Os desdobramentos dos ataques de 11 de Setembro vão-nos continuar a surpreender por muito tempo. Eis uma das surpresas: muitas das políticas internacionais dos países ricos, apesar de justificadas com referência a interesses gerais - "o comércio livre traz prosperidade a todo o mundo" - resultam apenas do facto de esses países nunca se terem imaginado na posição dos países pobres. A ilustração mais clara disto é o que se passa com a ameaça da propagação do bacilo do Antraz nos EUA e no Canadá e as reacções destes países face à empresa (a Bayer) que detém a patente sobre o antibiótico considerado mais eficaz para combater a doença (Cipro).

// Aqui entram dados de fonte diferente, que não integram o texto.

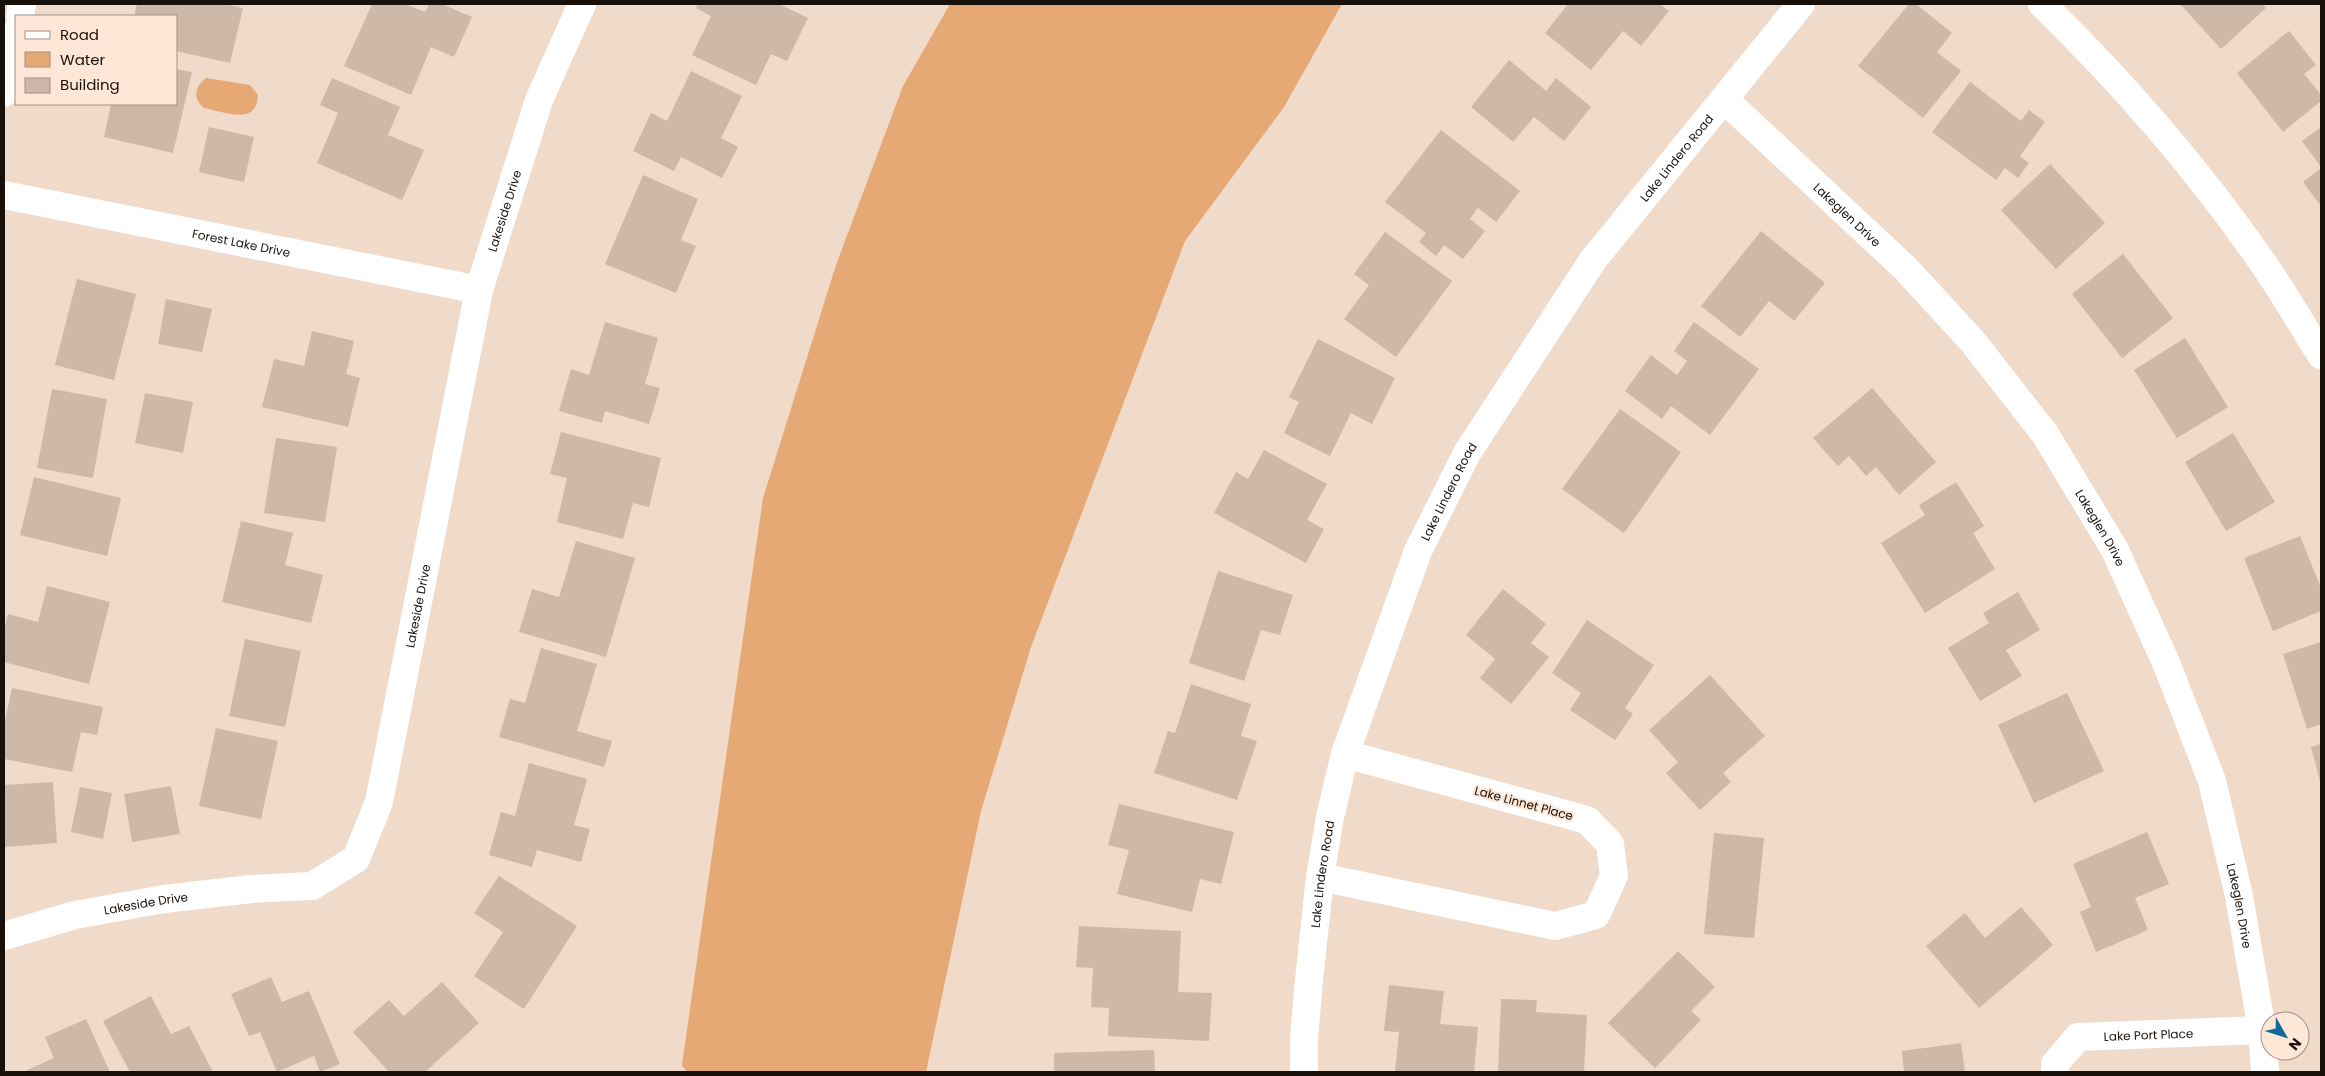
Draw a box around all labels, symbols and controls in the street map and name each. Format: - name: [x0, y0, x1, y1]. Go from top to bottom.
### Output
- legend: [15, 15, 178, 105]
- text: Road: [60, 24, 99, 45]
- text: Water: [60, 49, 106, 70]
- text: Building: [60, 74, 120, 95]
- street label: Lake Lindero Road: [1635, 110, 1717, 205]
- street label: Lakeside Drive: [483, 168, 525, 254]
- street label: Lakeglen Drive: [1810, 179, 1885, 250]
- street label: Forest Lake Drive: [191, 224, 292, 261]
- street label: Lake Lindero Road: [1416, 439, 1480, 543]
- street label: Lakeglen Drive: [2072, 486, 2130, 569]
- street label: Lakeside Drive: [401, 563, 434, 649]
- street label: Lake Linnet Place: [1473, 782, 1575, 824]
- street label: Lake Lindero Road: [1306, 819, 1338, 929]
- street label: Lakeglen Drive: [2223, 861, 2256, 950]
- street label: Lakeside Drive: [102, 888, 189, 918]
- north arrow: [2260, 1011, 2310, 1061]
- street label: Lake Port Place: [2103, 1024, 2194, 1045]
- text: N: [2284, 1034, 2306, 1055]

Antes do Uruguai Round, concluído em 1994, cerca de 50 países, Portugal incluído, não concediam protecção a patentes de produtos farmacêuticos, e foi com base nisso que se desenvolveram as indústrias nacionais nesse sector. Desde então, com o acordo sobre os aspectos comerciais dos direitos de propriedade intelectual (TRIPS), já no âmbito da Organização Mundial do Comércio (OMC), as grandes empresas farmacêuticas, que detêm as patentes da esmagadora maioria dos medicamentos, passaram a poder impor internacionalmente as suas patentes por um período mínimo de 20 anos, o que significa que durante esse período têm o monopólio do mercado e fixam os preços livremente sem a concorrência dos produtores dos genéricos. Só em casos de extrema emergência nacional podem os Estados preterir os direitos de patente. Desde 1994, os países pobres e em desenvolvimento têm vindo a insurgir-se contra este regime, que os impede de ter acesso a medicamentos baratos para tratar as epidemias da sida, tuberculose, malária e diarreias. Com a catástrofe da sida, a situação tornou-se absurdamente desumana. Há 36 milhões de pessoas infectadas com HIV, 24 dos quais em África, onde diariamente morrem 5500 pessoas com sida. A África do Sul, onde até 2010 morrerão 7 milhões de pessoas com sida, teve de lutar em tribunal para poder importar medicamentos baratos e mesmo assim não suficientemente baratos para os fornecer a toda a população. Para se ter uma ideia da diferença de preços, um dos anti-retrovirais, o 3TC (Lamivudine), produzido pela Glaxo, custa 3.271 dólares por ano e por doente nos EUA, enquanto o genérico correspondente é produzido por uma firma indiana ao preço de 190 dólares. O Quénia, onde a esperança de vida em 1990 era de 59 anos e é hoje de 30, não podendo produzir localmente anti-retrovirais, terá de os importar mas só o poderá fazer se o seu preço for acessível. No entanto, como acaba de alertar, a OMC está-lhe a proibir a importação dos genéricos do Brasil e da Índia. Só os poderá obter se lhe forem oferecidos.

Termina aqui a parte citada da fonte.